Obviously, we just reported our 2nd quarter numbers. So you see kind of a snapshot of the balance sheet that's included in the tear sheets. Ultimately, we have already started to see a portion of that come back as we sit here through the end of July now. And so from our perspective, and this is similar to what we've seen in prior years where we've been more front end loaded from a CapEx perspective, that ultimately the CapEx relates to downtime associated refining units come back online. So we should really start to see the first part of working capital swing back during the Q3.
Then there will be some follow on effects to that, that should be positive towards the back end of the year. That being said, all of this is subject to where hydrocarbon prices are. So if we see a massive spike in hydrocarbon prices, it does blunt some of that working capital coming back. Then with respect to working I'm sorry, with respect to CapEx, we're through 100% of our major maintenance activity. And so the vast bulk of the CapEx left to be spent through the remainder of the year really relates to the completion of the coker project and essentially doing all of the tie ins associated with the hydrogen project at Delaware City.
So there's a hodgepodge of other much smaller activities that are going on at each of our 5 refineries. But from our perspective, we're still very confident with that guidance. We know there's a $50,000,000 band included in there. I think as we sit here today, we're probably going to wind up somewhere close to the middle of that band. But I do think we want to give ourselves a little bit of cushion in the event that something unforeseen happens along the way if we by chance decide that it may make sense to spend a little bit of 2020 CapEx to basically pre fund some stuff during 2019.
So from the perspective of Martinez at the latter half of the year, I think where we sit here today is we've obviously we did the Torrance Valley pipeline drop. We talked a lot back in June in conjunction with the transaction announcement that we will be accessing the debt markets at the appropriate time. And ultimately, we're going to use our ABL. We were successful in paying down $250,000,000 during the quarter. So we have a zero balance outstanding balance on that particular security.
And ultimately, we'll use that to fund the working capital associated with Martinez. We do expect to generate significant free cash flow, partially driven by increased cracks really across the board. And I think we feel like we're in pretty good position here through the end of the year.

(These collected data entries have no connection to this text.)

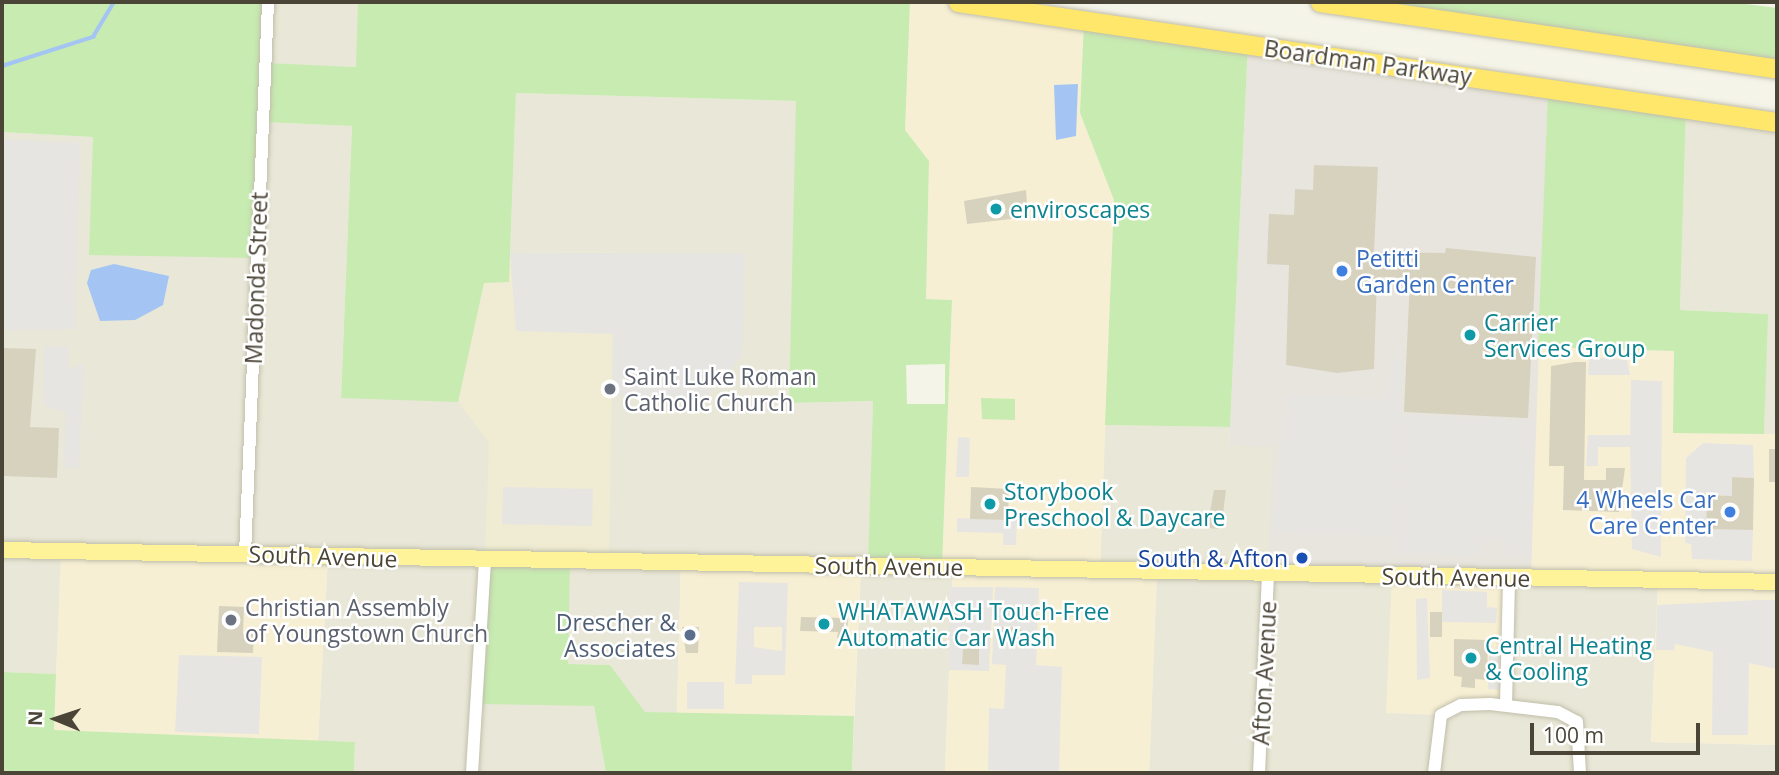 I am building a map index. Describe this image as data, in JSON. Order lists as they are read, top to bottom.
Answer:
{
  "streets": {
    "highway": ["Boardman Parkway"],
    "main road": ["South Avenue"],
    "street": ["Madonda Street", "Afton Avenue"]
  },
  "crossings": [
    ["Madonda Street", "South Avenue"],
    ["South Avenue", "Afton Avenue"]
  ],
  "places": [
    "enviroscapes",
    "Petitti Garden Center",
    "Carrier Services Group",
    "Saint Luke Roman Catholic Church",
    "Storybook Preschool & Daycare",
    "4 Wheels Car Care Center",
    "South & Afton",
    "Christian Assembly of Youngstown Church",
    "WHATAWASH Touch-Free Automatic Car Wash",
    "Drescher & Associates",
    "Central Heating & Cooling"
  ],
  "scale_bar": "100 m",
  "north": "left"
} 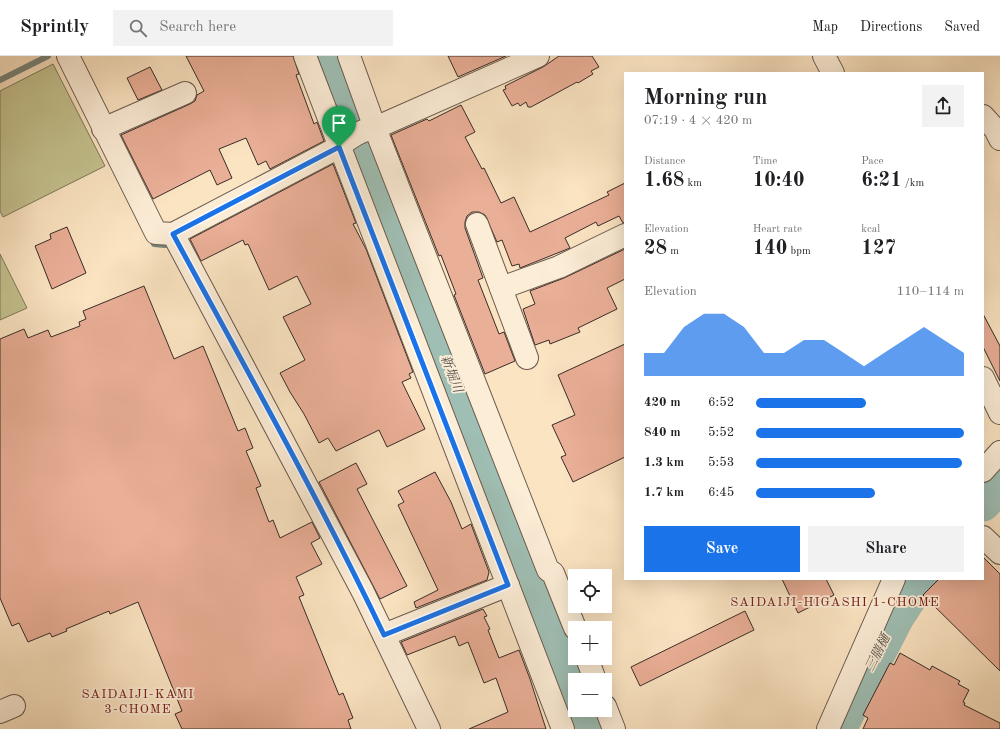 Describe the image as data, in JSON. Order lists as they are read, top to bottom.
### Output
{
  "districts": ["SAIDAIJI-HIGASHI 1-CHOME", "SAIDAIJI-KAMI 3-CHOME"],
  "water": ["新堀川", "三膳樋"],
  "page": {
    "header": "Sprintly",
    "search": "Search here",
    "nav": ["Map", "Directions", "Saved"],
    "heading": ["Morning run", "07:19 · 4 × 420 m"],
    "stats": [
      ["Distance", "1.68 km"],
      ["Time", "10:40"],
      ["Pace", "6:21 /km"],
      ["Elevation", "28 m"],
      ["Heart rate", "140 bpm"],
      ["kcal", "127"]
    ],
    "chart": ["Elevation", "110–114 m"],
    "list": [
      {
        "name": "420 m",
        "note": "6:52"
      },
      {
        "name": "840 m",
        "note": "5:52"
      },
      {
        "name": "1.3 km",
        "note": "5:53"
      },
      {
        "name": "1.7 km",
        "note": "6:45"
      }
    ],
    "buttons": ["Save", "Share"],
    "map_buttons": ["+", "−"]
  }
}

Okay. And still comfortable not using the equity side to fund the transaction?
As we sit here today, unless something changes between now and the time of close, we feel like we've got a broad runway. Clearly, this is all subject to the whims of the market that we really cannot control. But as we sit here today looking at the forward curves, things look reasonable for us to generate the type of cash flow that we think we're capable of producing.
Okay, thanks. And then just to go one more step down on the California side, best results we've seen from Torrance since you've owned it. Obviously, the market was in pretty favorable position to start the quarter. I was just wondering, looking at it from the outside, we think it's great. From your perspective, did it operate as well as it should have?
Were there things that it could have been better? Just kind of if you were rating it, was it a 6 or 7, 8 or 9 or a 10 on a kind of 1 to 10 scale for the performance in Q2?
That's a great question, Roger. It's right to the point. I'd say probably given the circumstances, I'd give them an 8%, give us an 8%, give them an 8%. And what I mean by that is, this is why you buy California refineries to a certain extent is, it's as you well know, the supply chain is very tight because of the islandized nature of the products and there are some times where you go short on production because of problems or plant shutdowns and what you want to do is be in a position that you actually have your equipment run reliably. And they did.
So, the Torrance did very well and ran reliably. But they have moved so far, so fast out there since we took the acquisition, made the acquisition. I'm very proud of the organization. But we still have, let's say, 8 to 10 or 7.5 to 10 to go. We are not there yet.
That place has more potential. And so we still have work to do there. And I think we'll actually, as we said, we'll prove ourselves out later. We'll benefit from Martinez. But a very good second quarter and a great margin environment, but we're not all the way there yet.
Great. Thank you.
Our next question will come from Justin Jenkins with Raymond James. Please go ahead.
Great. Thanks. Good morning, everyone. I guess I'll start on the macro side from the demand picture you mentioned, Tom, that second half outlook is seemingly better than the first half. Have you noticed any shifts in terms of the market portfolio or kind of the demand environment that you're seeing across the board of your system, whether it's throughout 2Q or even recently here in 3Q?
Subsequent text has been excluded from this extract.